西日を防いで閉じてあったカーテンの隙間から、漏れてくる落日の赤です。
気がつけばいつの間にか夜の一歩手前、
窓を開けたら自然色の壮麗が視野いっぱい広がっています。
いそいでカメラを取りに行くうちにも、地球は回り続けて
みるみる濃い墨色に染まってゆきました。
ごくんとツバを飲みこんで、ふ~と出たため息、どちらが先だったでしょう
朝夕見慣れた周辺の風景が、ここまで鮮やかに彩られるいっときのあるのを忘れていました
夢でなく現実の世界を、自分が今生きているとはっきり自覚したのはいつの頃からだったでしょう
惜しげもなく朝夕繰り広げられるパノラマの、その時々の微妙な色合い
色を扱いながら、絵とも写真とも違う自然の深い色をいつか置き去りにしていたような。
天然岩緋を幾重にも塗り重ねたら…、それでもこの消失の前の一瞬の輝きとは、どこかが違う。

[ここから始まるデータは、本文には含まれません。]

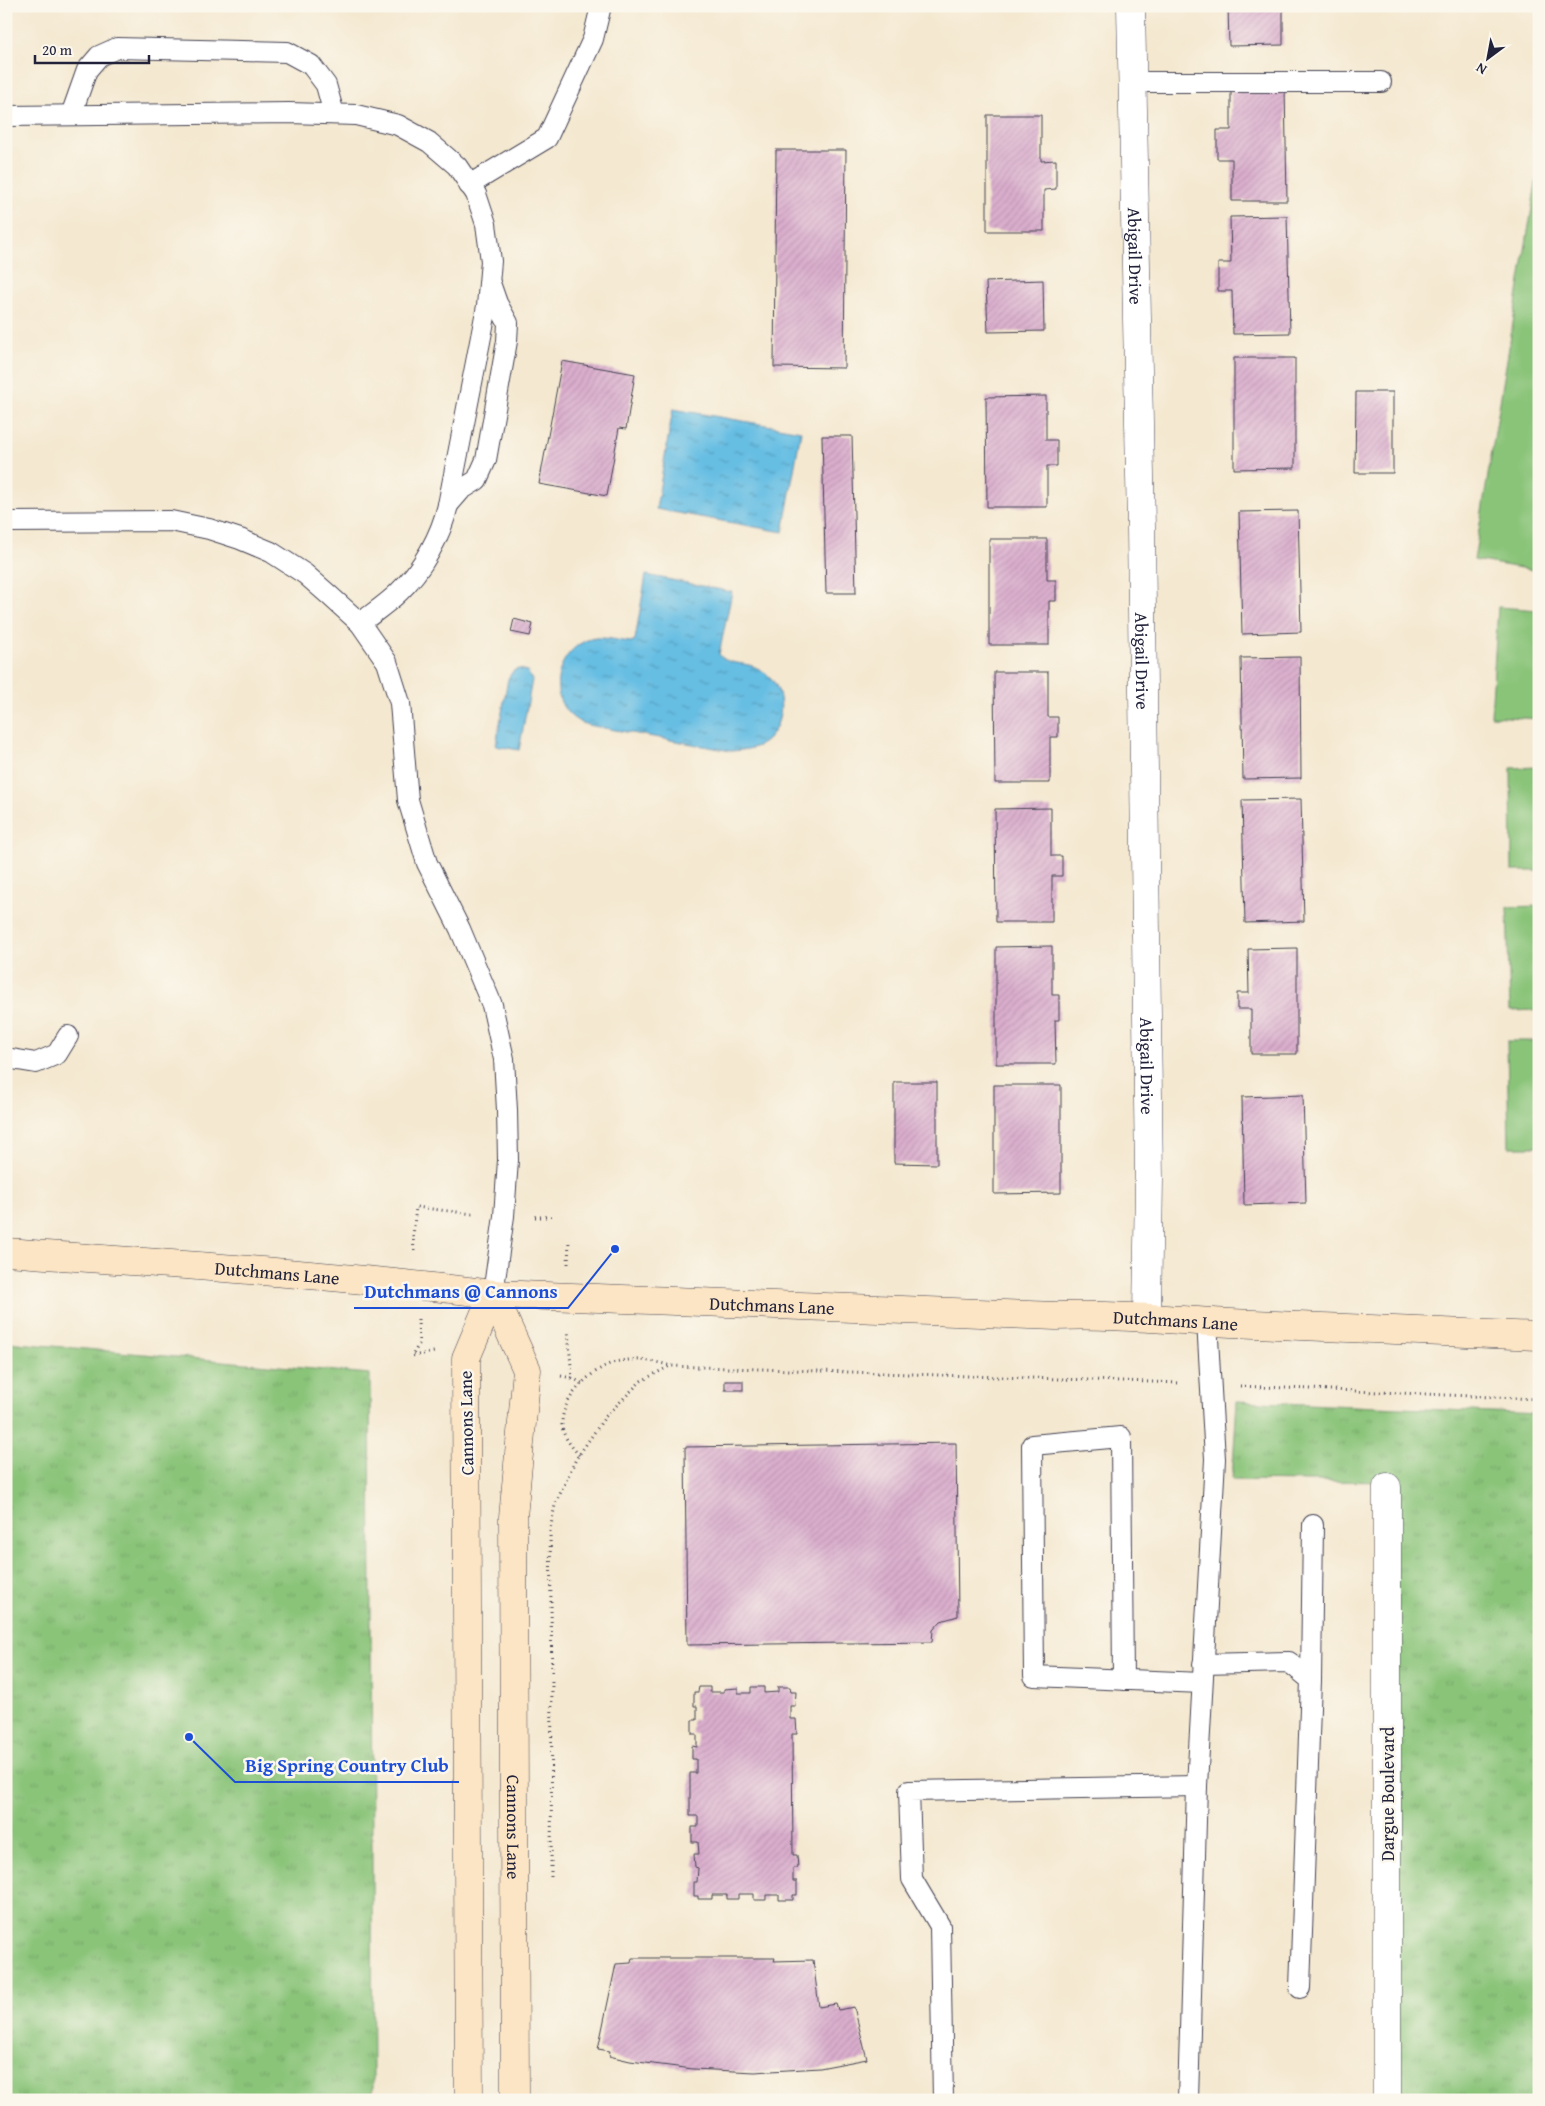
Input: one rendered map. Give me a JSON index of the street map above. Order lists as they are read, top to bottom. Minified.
{"streets":{"main road":["Dutchmans Lane","Cannons Lane"],"street":["Abigail Drive","Dargue Boulevard"]},"crossings":[["Abigail Drive","Dutchmans Lane"],["Dutchmans Lane","Cannons Lane"]],"places":["Dutchmans @ Cannons","Big Spring Country Club"],"scale_bar":"20 m","north":"bottom left"}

ちまちまと描くことに熱中して、季節の移ろいやときの流れが完全に消えていることもよくあります。
そのときは人間も忘れて、小さな獣のように目を光らせながら喘いでいるようにも思われます。
あれも、これも。足りないものばかり増えつつある自分をまるで別人みたいに眺めました。
…いつか不思議な朱の色は跡かたもなく消えていました。
夜空に遠く家々の明かりが瞬いて、平凡な一日の終わりが始まろうとしています。
心に憂いが残っていないことを確かめて、次の段階、夕食の支度に頭を切り替えました。
訳の分からない歌詞をつけてハミングしながら。